**About this task:** Wherever a picture appears in the listing, leave it out, and copy the rest exactly.
○ ○ ○ ○
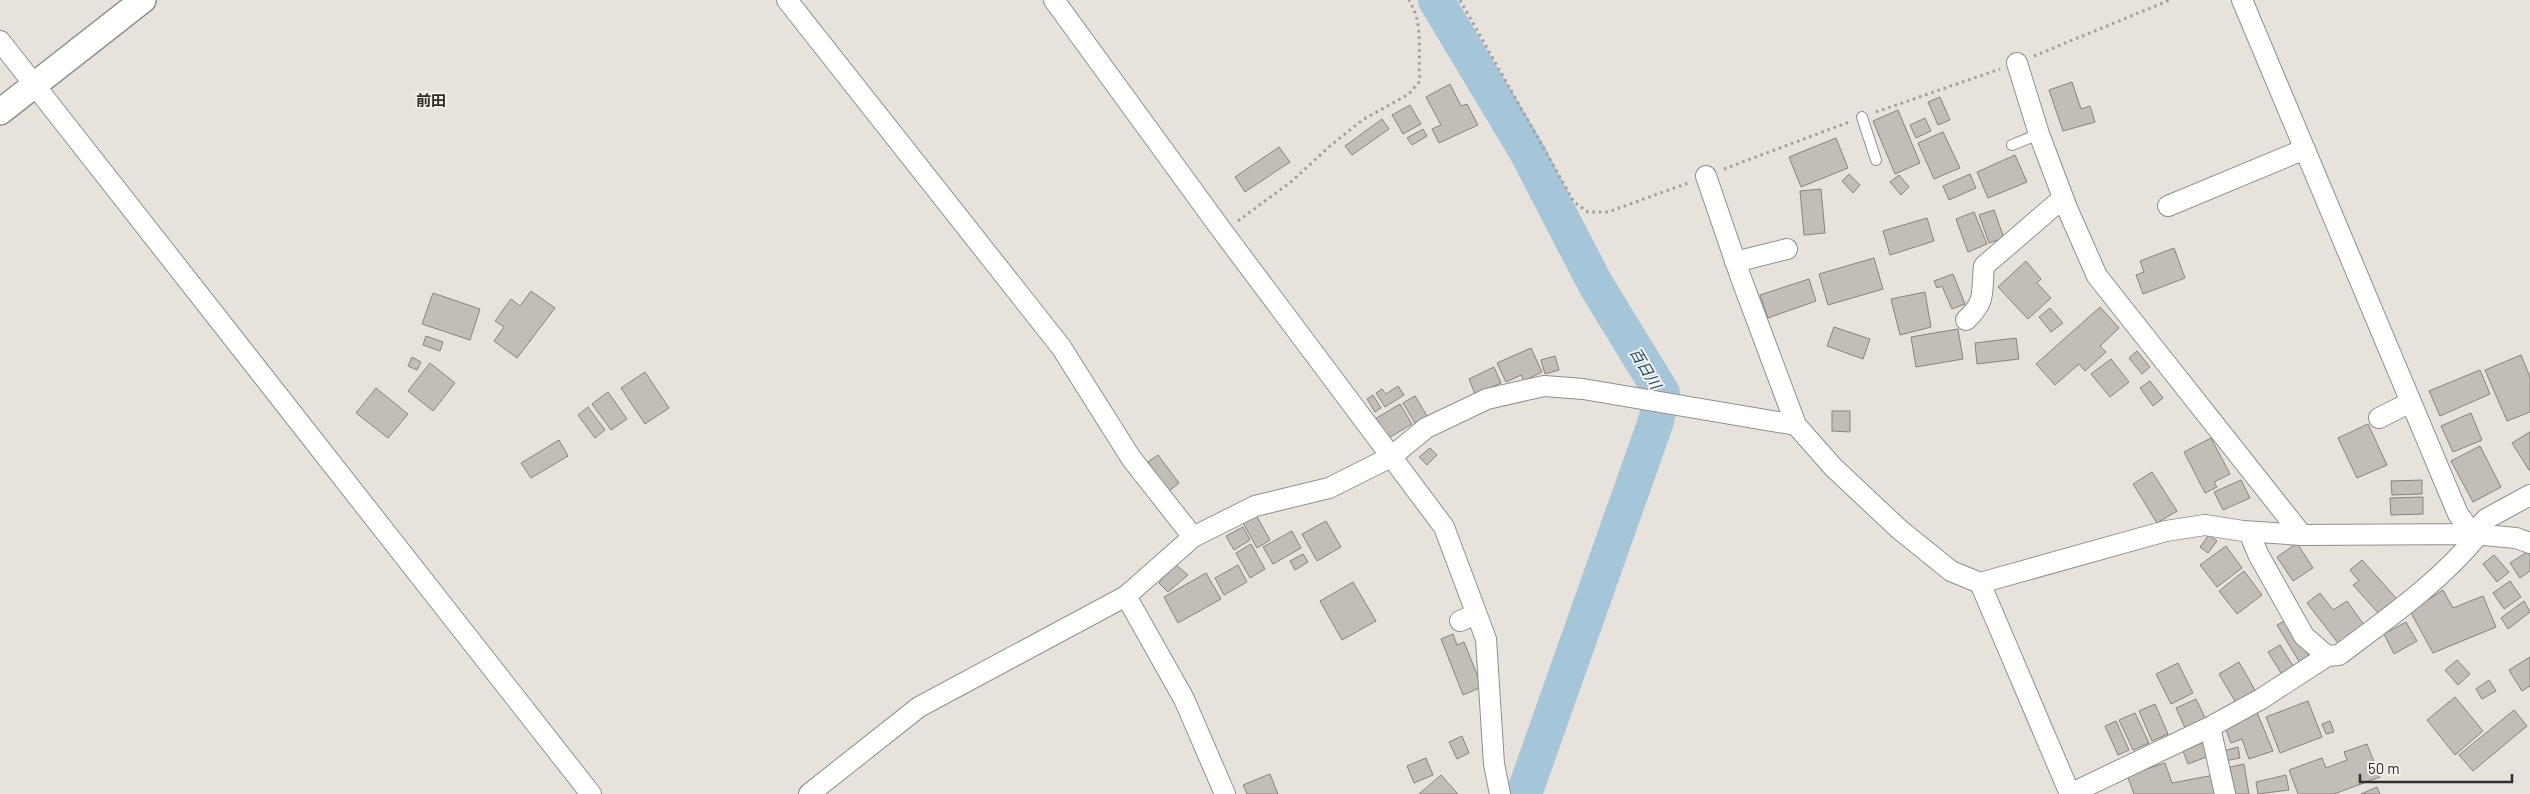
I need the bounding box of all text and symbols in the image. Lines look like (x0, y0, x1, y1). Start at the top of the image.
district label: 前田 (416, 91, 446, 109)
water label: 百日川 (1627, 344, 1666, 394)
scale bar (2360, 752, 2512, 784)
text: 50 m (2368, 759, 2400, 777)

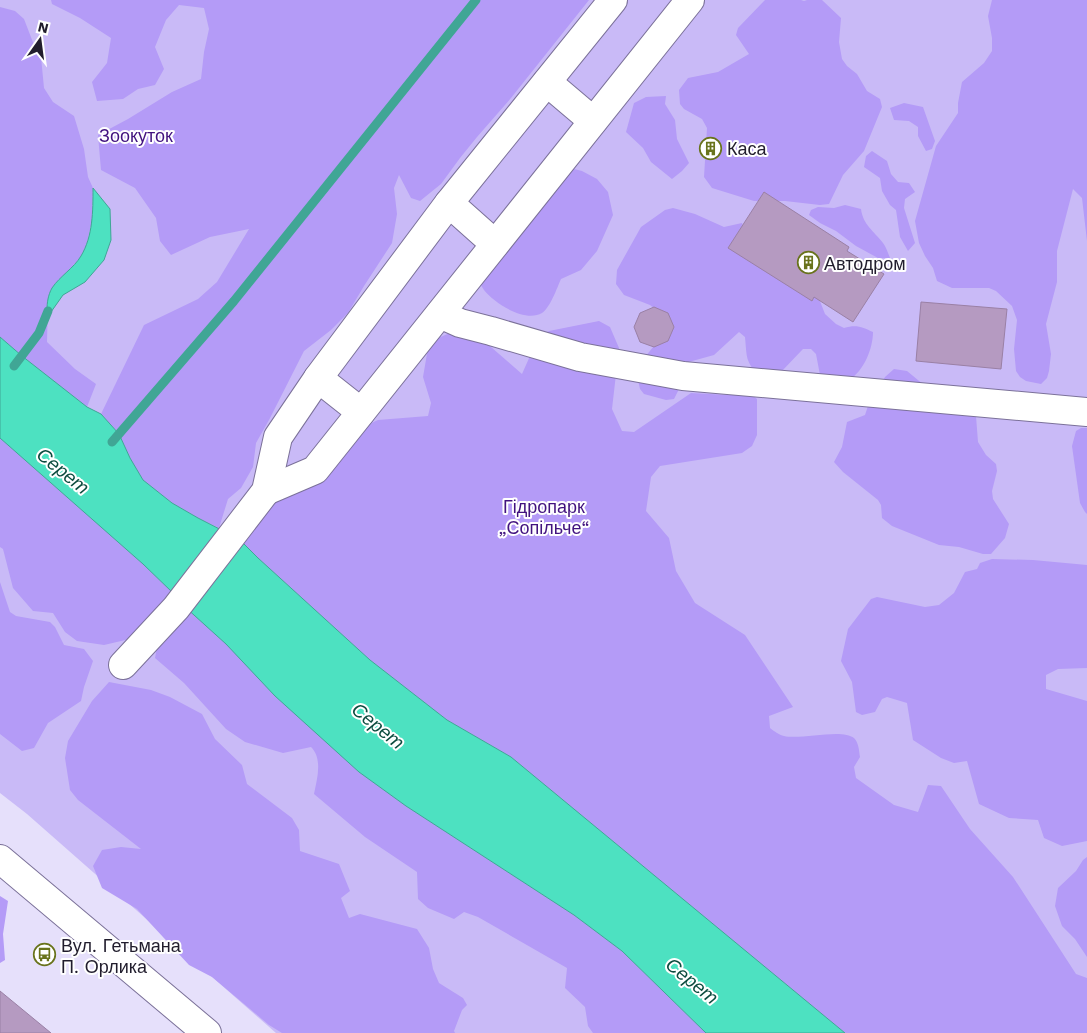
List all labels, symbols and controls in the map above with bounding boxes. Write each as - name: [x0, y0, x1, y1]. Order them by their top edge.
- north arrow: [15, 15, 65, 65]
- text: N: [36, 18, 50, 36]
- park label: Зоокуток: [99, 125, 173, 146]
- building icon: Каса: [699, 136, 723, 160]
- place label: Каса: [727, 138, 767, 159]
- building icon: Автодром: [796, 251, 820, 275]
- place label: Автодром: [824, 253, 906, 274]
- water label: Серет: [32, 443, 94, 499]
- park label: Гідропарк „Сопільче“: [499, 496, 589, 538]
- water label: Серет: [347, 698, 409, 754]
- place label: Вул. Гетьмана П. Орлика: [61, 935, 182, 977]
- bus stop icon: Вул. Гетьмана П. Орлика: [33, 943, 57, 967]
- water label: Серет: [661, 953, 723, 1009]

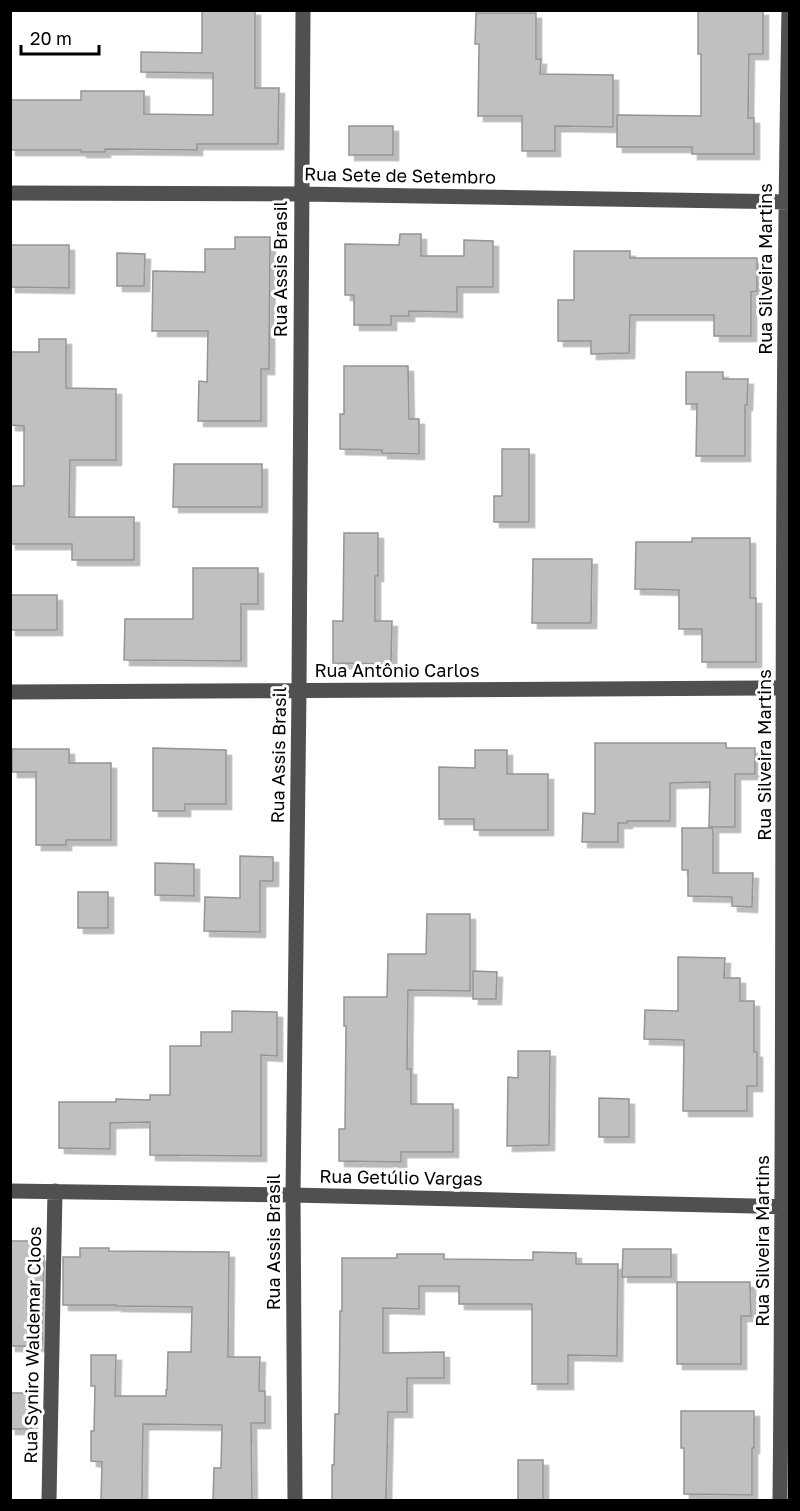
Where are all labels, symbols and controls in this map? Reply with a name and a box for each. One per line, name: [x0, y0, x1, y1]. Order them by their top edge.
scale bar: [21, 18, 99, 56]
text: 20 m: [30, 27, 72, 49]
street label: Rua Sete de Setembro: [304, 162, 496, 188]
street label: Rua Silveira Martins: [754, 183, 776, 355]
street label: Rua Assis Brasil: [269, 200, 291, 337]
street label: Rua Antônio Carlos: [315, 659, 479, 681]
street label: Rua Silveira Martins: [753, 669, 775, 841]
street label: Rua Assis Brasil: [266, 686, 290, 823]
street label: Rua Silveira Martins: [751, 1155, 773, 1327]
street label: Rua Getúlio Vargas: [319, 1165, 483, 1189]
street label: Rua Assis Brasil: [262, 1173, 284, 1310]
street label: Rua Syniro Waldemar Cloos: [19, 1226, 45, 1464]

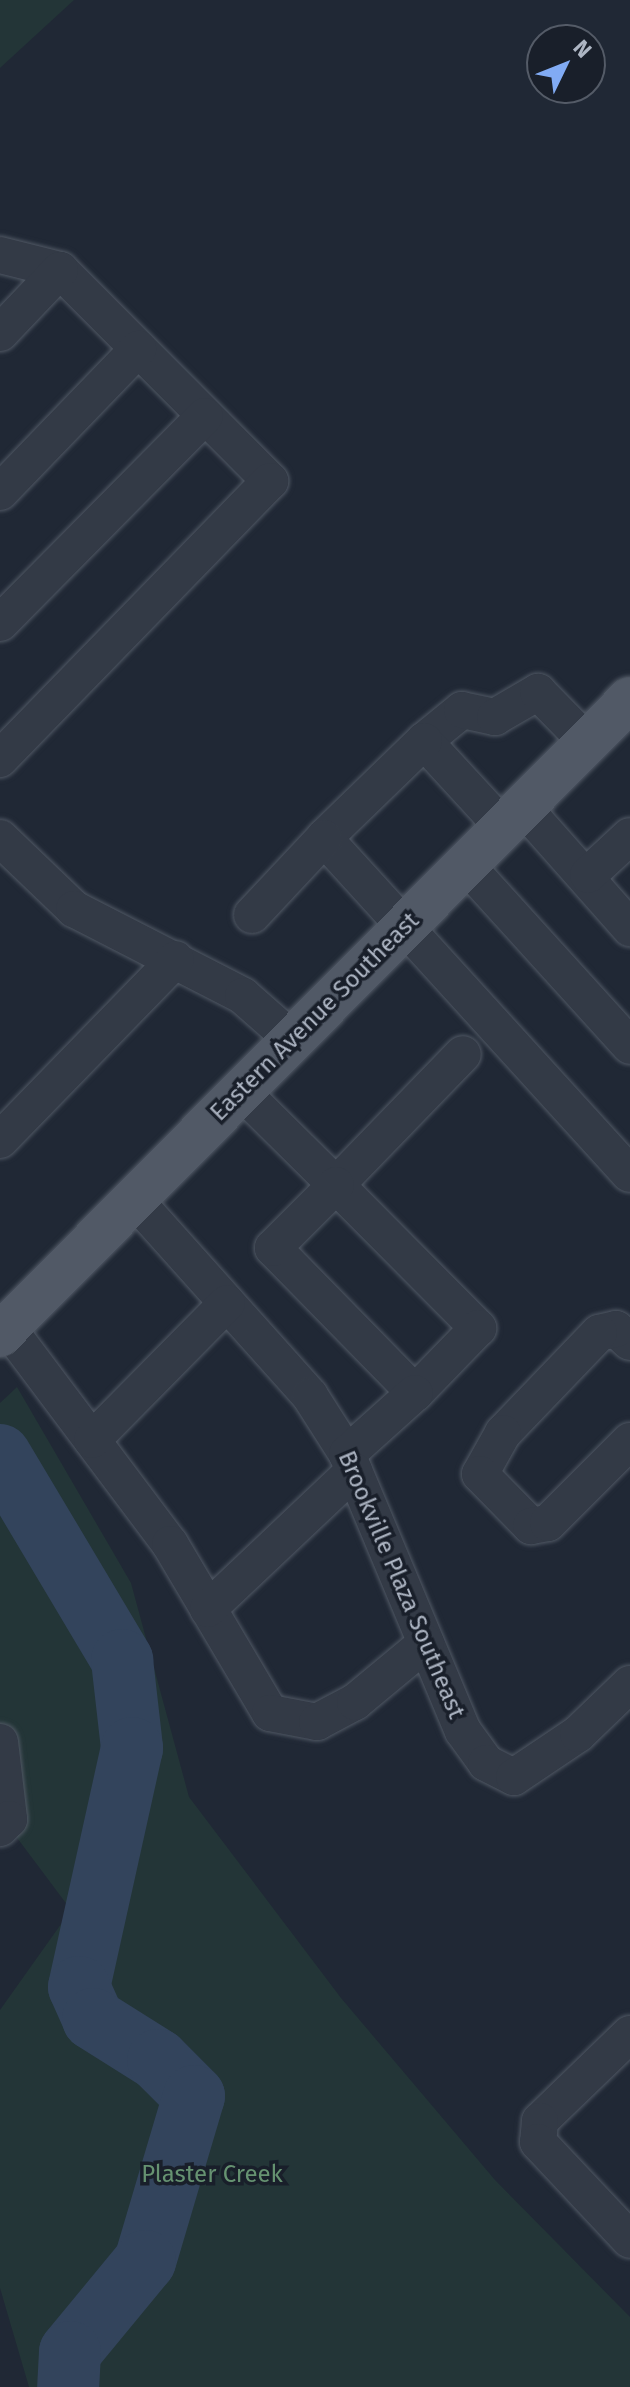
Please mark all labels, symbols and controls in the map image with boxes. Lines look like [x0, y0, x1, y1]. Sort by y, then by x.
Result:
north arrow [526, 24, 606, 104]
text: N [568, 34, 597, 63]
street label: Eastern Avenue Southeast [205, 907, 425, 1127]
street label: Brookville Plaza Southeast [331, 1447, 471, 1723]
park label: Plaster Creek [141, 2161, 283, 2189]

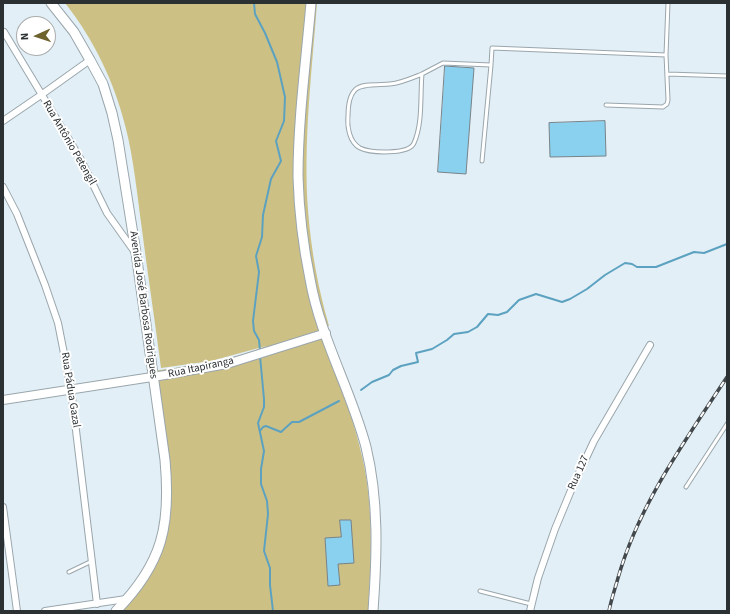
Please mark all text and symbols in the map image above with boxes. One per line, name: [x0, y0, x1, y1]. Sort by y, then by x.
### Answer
○ ○ ○ ○
**Answer box:**
I need the bounding box of all text and symbols in the image. Lines look like (x0, y0, x1, y1). Start at the top of the image.
district label: 前田 (416, 91, 446, 109)
water label: 百日川 (1627, 344, 1666, 394)
scale bar (2360, 752, 2512, 784)
text: 50 m (2368, 759, 2400, 777)

List all labels, symbols and controls in the map above with bounding boxes. Write each as - name: [x0, y0, x1, y1]. Order them by their top edge.
- north arrow: [15, 15, 65, 65]
- text: N: [36, 18, 50, 36]
- park label: Зоокуток: [99, 125, 173, 146]
- building icon: Каса: [699, 136, 723, 160]
- place label: Каса: [727, 138, 767, 159]
- building icon: Автодром: [796, 251, 820, 275]
- place label: Автодром: [824, 253, 906, 274]
- water label: Серет: [32, 443, 94, 499]
- park label: Гідропарк „Сопільче“: [499, 496, 589, 538]
- water label: Серет: [347, 698, 409, 754]
- place label: Вул. Гетьмана П. Орлика: [61, 935, 182, 977]
- bus stop icon: Вул. Гетьмана П. Орлика: [33, 943, 57, 967]
- water label: Серет: [661, 953, 723, 1009]

Where are all labels, symbols and controls in this map? Reply with a name and a box for each. One per line, name: [x0, y0, x1, y1]. Order them by their top edge.
scale bar: [21, 18, 99, 56]
text: 20 m: [30, 27, 72, 49]
street label: Rua Sete de Setembro: [304, 162, 496, 188]
street label: Rua Silveira Martins: [754, 183, 776, 355]
street label: Rua Assis Brasil: [269, 200, 291, 337]
street label: Rua Antônio Carlos: [315, 659, 479, 681]
street label: Rua Silveira Martins: [753, 669, 775, 841]
street label: Rua Assis Brasil: [266, 686, 290, 823]
street label: Rua Silveira Martins: [751, 1155, 773, 1327]
street label: Rua Getúlio Vargas: [319, 1165, 483, 1189]
street label: Rua Assis Brasil: [262, 1173, 284, 1310]
street label: Rua Syniro Waldemar Cloos: [19, 1226, 45, 1464]

Please mark all labels, symbols and controls in the map image with boxes. Lines look like [x0, y0, x1, y1]. Sort by y, then by x.
Result:
north arrow [526, 24, 606, 104]
text: N [568, 34, 597, 63]
street label: Eastern Avenue Southeast [205, 907, 425, 1127]
street label: Brookville Plaza Southeast [331, 1447, 471, 1723]
park label: Plaster Creek [141, 2161, 283, 2189]

Please mark all text and symbols in the map image above with boxes. One per line, name: [x0, y0, x1, y1]. Sort by y, then by x.
### Answer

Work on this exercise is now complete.